Neutrino constraints to scotogenic dark matter interacting in the Sun

TL;DR

This paper investigates neutrino signals from scalar dark matter annihilation in the Sun within the scotogenic model, predicting event rates at IceCube and constraining model parameters based on existing experimental limits.

Contribution

It provides the first detailed analysis of neutrino signals from scotogenic dark matter in the Sun, including inelastic scattering effects and experimental constraints.

Findings

High event rates for small mass splittings could be excluded by IceCube.

XENON1T limits exclude large event rate scenarios for larger mass splittings.

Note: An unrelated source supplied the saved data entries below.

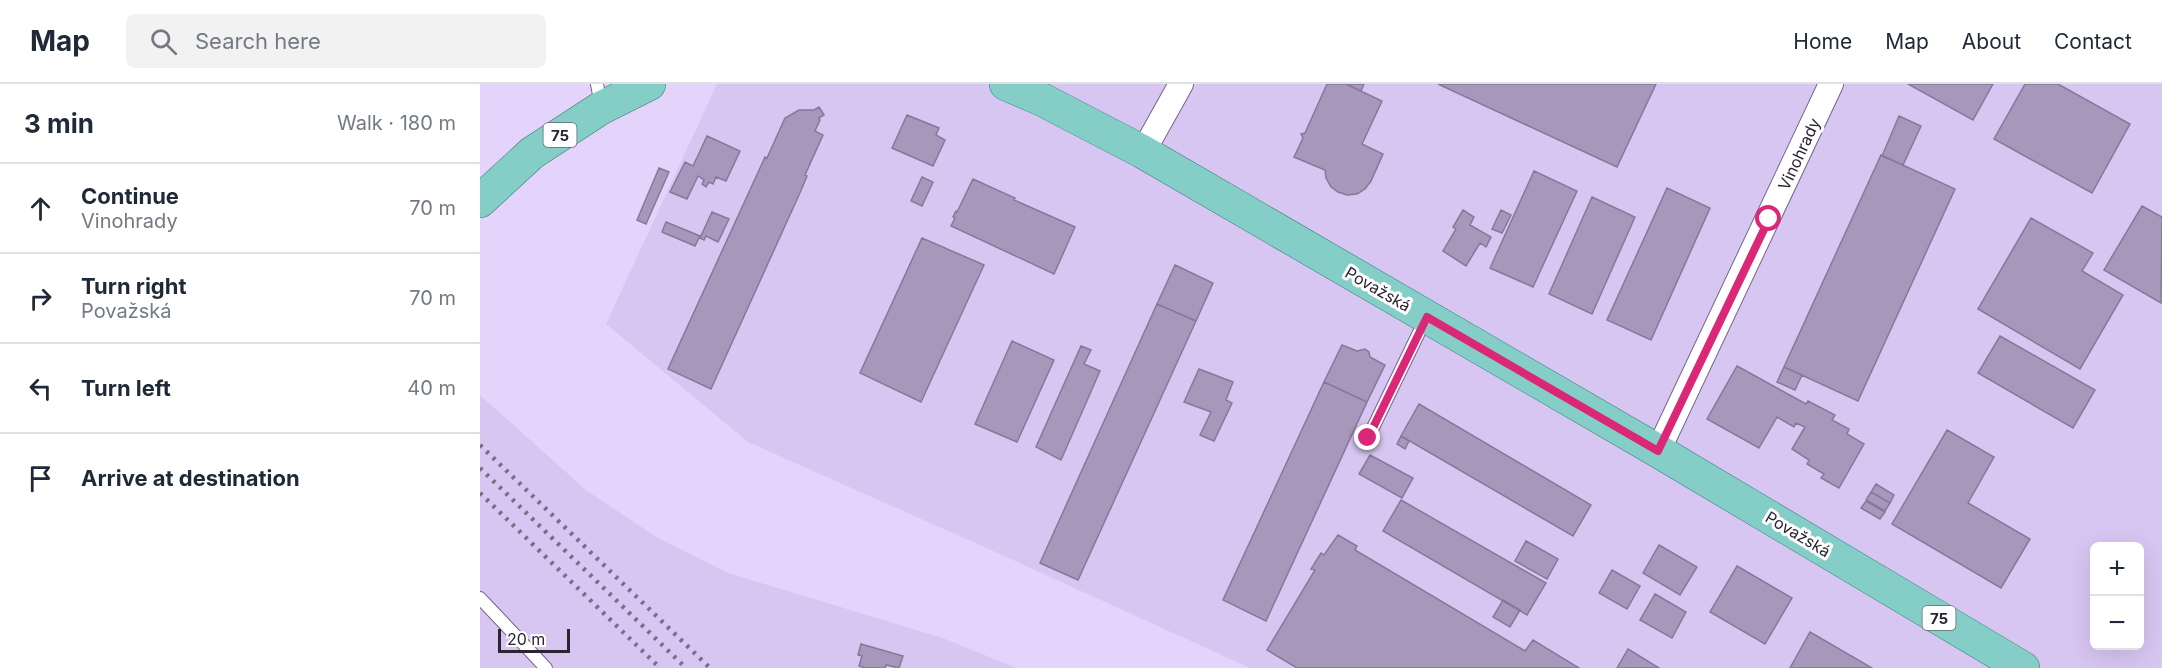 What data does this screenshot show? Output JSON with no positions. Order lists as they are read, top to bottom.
{
  "streets": {
    "main road": ["75", "Považská"],
    "street": ["Vinohrady"]
  },
  "crossings": [
    ["Vinohrady", "Považská"]
  ],
  "scale_bar": "20 m",
  "page": {
    "header": "Map",
    "search": "Search here",
    "nav": [
      "Home",
      "Map",
      "About",
      "Contact"
    ],
    "heading": ["3 min", "Walk · 180 m"],
    "list": [
      ["Continue", "Vinohrady", "70 m"],
      ["Turn right", "Považská", "70 m"],
      ["Turn left", "40 m"],
      "Arrive at destination"
    ],
    "map_buttons": ["+", "−"],
    "scale": "20 m"
  }
}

The study links neutrino signals to scalar coupling constraints in the model.

Abstract

Radiative seesaw models have the attractive property of providing dark matter candidates in addition to generation of neutrino masses. Here we present a study of neutrino signals from the annihilation of dark matter particles which have been gravitationally captured in the Sun, in the framework of the scotogenic model. We compute expected event rates in the IceCube detector in its 86-string configuration. As fermionic dark matter does not accumulate in the Sun, we study the case of scalar dark matter, with a scan over the parameter space. Due to a naturally small mass splitting between the two neutral scalar components, inelastic scattering processes with nucleons can occur. We find that for small mass splittings, the model yields very high event rates. If a detailed analysis at IceCube can exclude these parameter points, our findings can be translated into a lower limit on one of the scalar couplings in the model. For larger mass splittings only the elastic case needs to be considered. We find that in this scenario the XENON1T limits exclude all points with sufficiently large event rates.